Breed joined state senator Scott Wiener, who said he was upset because the day after the school council vote to rename 44 schools, the district announced that elementary and high schools would probably not reopen this school year.
“I have always been a huge supporter and fan of this school district,” he said. “My frustration is what I see as a defeatist attitude.”
Ted Lempert, president of Children Now, a state child advocacy group, has been paying attention to what’s going on in San Francisco, as well as elsewhere in California, and believes that growing pressure – from parents and politicians – can finally stop the standoff being maintained most California public schools have closed.

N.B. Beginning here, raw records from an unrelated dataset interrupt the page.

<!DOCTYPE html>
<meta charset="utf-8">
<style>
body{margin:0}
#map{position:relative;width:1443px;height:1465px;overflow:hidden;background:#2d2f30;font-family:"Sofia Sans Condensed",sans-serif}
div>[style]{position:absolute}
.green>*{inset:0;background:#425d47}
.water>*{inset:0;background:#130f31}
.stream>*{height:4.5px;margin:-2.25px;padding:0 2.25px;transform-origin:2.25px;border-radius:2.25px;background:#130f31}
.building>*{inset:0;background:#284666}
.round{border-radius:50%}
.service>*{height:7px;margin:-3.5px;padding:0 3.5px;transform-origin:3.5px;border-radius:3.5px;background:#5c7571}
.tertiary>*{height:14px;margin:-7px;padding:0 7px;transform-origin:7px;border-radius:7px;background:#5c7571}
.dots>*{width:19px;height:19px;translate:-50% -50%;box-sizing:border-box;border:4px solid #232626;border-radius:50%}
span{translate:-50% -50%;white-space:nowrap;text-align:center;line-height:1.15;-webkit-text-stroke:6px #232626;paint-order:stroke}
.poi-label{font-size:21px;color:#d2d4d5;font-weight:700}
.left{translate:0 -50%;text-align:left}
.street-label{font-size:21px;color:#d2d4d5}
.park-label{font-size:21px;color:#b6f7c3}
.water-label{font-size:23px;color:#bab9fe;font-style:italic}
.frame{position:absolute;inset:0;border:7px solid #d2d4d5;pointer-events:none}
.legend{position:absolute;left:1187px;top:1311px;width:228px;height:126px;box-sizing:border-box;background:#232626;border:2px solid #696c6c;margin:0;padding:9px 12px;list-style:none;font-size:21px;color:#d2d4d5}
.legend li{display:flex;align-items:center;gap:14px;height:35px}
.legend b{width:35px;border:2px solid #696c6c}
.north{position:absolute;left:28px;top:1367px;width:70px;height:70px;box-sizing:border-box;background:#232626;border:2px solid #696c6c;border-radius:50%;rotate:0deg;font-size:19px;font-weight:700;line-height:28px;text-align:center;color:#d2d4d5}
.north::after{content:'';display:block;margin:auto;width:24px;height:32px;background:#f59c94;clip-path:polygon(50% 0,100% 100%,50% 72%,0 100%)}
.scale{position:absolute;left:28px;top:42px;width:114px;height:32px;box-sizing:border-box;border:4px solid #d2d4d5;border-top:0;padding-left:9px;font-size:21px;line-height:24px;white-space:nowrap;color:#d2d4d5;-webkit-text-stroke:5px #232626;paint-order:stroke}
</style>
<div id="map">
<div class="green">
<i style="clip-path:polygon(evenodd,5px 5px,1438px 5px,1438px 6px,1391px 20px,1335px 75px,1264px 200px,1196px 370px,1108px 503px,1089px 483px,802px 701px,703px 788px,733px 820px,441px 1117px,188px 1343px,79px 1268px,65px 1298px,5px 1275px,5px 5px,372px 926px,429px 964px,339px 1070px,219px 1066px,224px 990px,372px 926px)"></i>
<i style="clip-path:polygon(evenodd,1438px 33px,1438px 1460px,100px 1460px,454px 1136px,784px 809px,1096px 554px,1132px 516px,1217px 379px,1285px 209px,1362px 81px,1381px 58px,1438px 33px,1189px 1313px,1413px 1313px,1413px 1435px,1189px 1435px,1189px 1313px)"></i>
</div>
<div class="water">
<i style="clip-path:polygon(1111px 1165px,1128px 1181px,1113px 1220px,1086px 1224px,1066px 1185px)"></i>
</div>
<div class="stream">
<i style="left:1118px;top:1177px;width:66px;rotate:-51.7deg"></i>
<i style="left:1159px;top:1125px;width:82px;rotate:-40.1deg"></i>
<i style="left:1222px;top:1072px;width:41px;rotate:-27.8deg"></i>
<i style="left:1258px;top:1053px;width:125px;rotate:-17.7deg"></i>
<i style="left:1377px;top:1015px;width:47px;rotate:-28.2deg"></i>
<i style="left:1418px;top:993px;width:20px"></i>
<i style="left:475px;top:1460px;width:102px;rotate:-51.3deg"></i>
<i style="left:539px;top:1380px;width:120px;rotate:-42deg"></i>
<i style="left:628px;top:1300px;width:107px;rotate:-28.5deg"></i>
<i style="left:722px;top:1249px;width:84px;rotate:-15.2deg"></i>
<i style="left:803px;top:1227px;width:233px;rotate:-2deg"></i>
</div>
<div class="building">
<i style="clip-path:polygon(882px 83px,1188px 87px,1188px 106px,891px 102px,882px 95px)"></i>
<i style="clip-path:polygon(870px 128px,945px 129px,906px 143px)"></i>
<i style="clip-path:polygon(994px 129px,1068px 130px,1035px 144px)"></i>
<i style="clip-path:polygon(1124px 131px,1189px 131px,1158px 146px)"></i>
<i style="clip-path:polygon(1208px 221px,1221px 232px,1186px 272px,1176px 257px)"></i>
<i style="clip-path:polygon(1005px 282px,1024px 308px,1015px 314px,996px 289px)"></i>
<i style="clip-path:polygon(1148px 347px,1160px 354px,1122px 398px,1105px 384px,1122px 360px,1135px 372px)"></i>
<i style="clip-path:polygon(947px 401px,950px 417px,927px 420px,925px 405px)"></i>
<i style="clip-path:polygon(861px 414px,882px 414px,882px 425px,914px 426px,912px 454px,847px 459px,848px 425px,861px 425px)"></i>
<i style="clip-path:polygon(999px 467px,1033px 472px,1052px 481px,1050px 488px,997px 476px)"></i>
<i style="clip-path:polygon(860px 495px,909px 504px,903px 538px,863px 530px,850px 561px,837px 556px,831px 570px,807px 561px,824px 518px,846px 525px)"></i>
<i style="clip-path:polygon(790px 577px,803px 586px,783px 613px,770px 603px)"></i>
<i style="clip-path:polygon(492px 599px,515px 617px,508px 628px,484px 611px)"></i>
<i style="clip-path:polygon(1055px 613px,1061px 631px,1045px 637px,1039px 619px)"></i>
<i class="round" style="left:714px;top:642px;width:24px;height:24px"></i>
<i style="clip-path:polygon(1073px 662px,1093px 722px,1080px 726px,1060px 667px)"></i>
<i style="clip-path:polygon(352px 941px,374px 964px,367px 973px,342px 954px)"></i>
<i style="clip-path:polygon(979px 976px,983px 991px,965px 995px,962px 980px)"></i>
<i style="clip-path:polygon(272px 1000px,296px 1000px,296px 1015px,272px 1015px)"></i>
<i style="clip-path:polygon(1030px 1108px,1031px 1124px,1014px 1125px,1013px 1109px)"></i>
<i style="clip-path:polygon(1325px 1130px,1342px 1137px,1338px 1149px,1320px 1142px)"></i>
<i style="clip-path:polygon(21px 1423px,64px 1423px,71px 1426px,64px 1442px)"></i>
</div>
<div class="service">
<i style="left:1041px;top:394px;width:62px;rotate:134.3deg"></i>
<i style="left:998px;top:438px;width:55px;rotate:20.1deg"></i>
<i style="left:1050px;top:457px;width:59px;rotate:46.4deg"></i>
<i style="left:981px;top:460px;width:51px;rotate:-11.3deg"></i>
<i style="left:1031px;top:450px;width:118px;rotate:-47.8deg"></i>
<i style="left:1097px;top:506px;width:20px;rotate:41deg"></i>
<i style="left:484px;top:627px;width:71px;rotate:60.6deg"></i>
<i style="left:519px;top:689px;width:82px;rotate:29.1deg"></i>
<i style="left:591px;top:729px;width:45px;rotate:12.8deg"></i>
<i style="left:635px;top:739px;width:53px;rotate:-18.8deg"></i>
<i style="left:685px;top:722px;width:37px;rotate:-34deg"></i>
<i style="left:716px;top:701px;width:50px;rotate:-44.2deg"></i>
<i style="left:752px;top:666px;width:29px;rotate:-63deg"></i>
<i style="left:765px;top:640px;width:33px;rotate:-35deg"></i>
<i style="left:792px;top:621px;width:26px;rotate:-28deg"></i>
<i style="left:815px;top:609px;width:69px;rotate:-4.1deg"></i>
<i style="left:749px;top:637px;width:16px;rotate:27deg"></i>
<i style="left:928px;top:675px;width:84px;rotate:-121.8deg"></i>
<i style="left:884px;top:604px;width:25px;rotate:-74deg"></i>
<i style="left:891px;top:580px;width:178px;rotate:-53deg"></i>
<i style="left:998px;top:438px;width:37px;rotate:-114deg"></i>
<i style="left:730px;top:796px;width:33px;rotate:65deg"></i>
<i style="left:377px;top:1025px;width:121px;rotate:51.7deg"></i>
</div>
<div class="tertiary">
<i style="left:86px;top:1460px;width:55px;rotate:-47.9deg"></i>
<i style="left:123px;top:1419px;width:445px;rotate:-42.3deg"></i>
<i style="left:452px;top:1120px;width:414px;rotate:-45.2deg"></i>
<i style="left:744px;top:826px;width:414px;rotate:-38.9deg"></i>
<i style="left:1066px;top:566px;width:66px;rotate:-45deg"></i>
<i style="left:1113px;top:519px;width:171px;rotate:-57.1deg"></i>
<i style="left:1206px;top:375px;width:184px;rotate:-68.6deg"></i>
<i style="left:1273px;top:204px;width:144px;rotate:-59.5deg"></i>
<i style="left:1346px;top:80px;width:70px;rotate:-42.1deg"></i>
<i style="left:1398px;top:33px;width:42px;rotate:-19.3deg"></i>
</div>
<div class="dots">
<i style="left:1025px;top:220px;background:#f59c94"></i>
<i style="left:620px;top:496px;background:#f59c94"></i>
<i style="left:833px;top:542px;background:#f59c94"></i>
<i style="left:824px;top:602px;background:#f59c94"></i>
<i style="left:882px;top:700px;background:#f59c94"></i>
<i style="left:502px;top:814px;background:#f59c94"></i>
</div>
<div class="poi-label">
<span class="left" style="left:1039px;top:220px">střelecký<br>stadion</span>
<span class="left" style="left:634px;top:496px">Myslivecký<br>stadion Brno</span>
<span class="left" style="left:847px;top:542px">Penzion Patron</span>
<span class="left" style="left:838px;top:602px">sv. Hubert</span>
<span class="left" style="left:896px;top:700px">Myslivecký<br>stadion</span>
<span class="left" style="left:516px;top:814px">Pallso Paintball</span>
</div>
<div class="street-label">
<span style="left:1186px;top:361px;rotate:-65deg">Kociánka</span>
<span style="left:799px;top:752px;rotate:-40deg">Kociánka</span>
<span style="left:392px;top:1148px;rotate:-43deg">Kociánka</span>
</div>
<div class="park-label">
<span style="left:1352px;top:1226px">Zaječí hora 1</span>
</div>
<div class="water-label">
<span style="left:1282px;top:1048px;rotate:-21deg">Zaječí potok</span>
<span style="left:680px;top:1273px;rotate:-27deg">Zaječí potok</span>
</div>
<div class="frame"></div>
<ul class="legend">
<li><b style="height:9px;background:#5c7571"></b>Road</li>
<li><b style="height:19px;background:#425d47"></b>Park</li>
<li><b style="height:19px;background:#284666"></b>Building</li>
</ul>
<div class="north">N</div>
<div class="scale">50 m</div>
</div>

“I have been involved in education and advocacy policies for a long time and I have never seen parents so enthusiastic about a policy at any time or place,” he said. “It is having an impact. Ideally, the focus would not be to blame this politician or the school official, but to get schools open. But it is clear that the pressure is having an impact. “
Lempert said schools are reopening safely in other parts of the country, while many districts in California appear to be going nowhere.
District officials said they were ready to reopen younger, at-risk students by the end of January, but were unable to reach an agreement with the union.
San Francisco’s public schools have been closed since mid-March, but more than 15,000 students from private schools are back in class. Parents of public school students who spent nearly a year with their children camped in the classroom said they were frustrated.
“Private and parish schools have safely opened,” said Jonathan Alloy, who has two children – Samuel, 9, and Rebecca, 8 – at Commodore Sloat Elementary School. “The children of families with money for private school are getting a good education.”
Alloy said the union’s offer to return to the classroom when the color of the pandemic level improves has “many warnings and no sense of time.”
As he spoke, Rebecca was skipping rope with her virtual classmates in front of the classroom computer, as part of her PE class, and Samuel was writing a book report.
“The closings are having a huge negative impact from the point of view of mental health and socialization,” said Alloy. “It’s time for them to do something.”
But mother Laurel Paul, with two children in two high schools in San Francisco, said she understood teachers’ reluctance.
“We are all frustrated and ready to end the pandemic,” she said. “I don’t blame the parents for being upset. But I don’t see good choices. The wave is scary. The variants are scary. I am happy that the union is pushing for security ”.
Pretending that the pandemic will simply go away, she said, is an illusion.
“I wonder if some of those parents who want schools to reopen now have found a secret door to Narnia,” she said.
Jill Tucker and Michael Cabanatuan c, editors of the San Francisco Chronicleassigned to this report.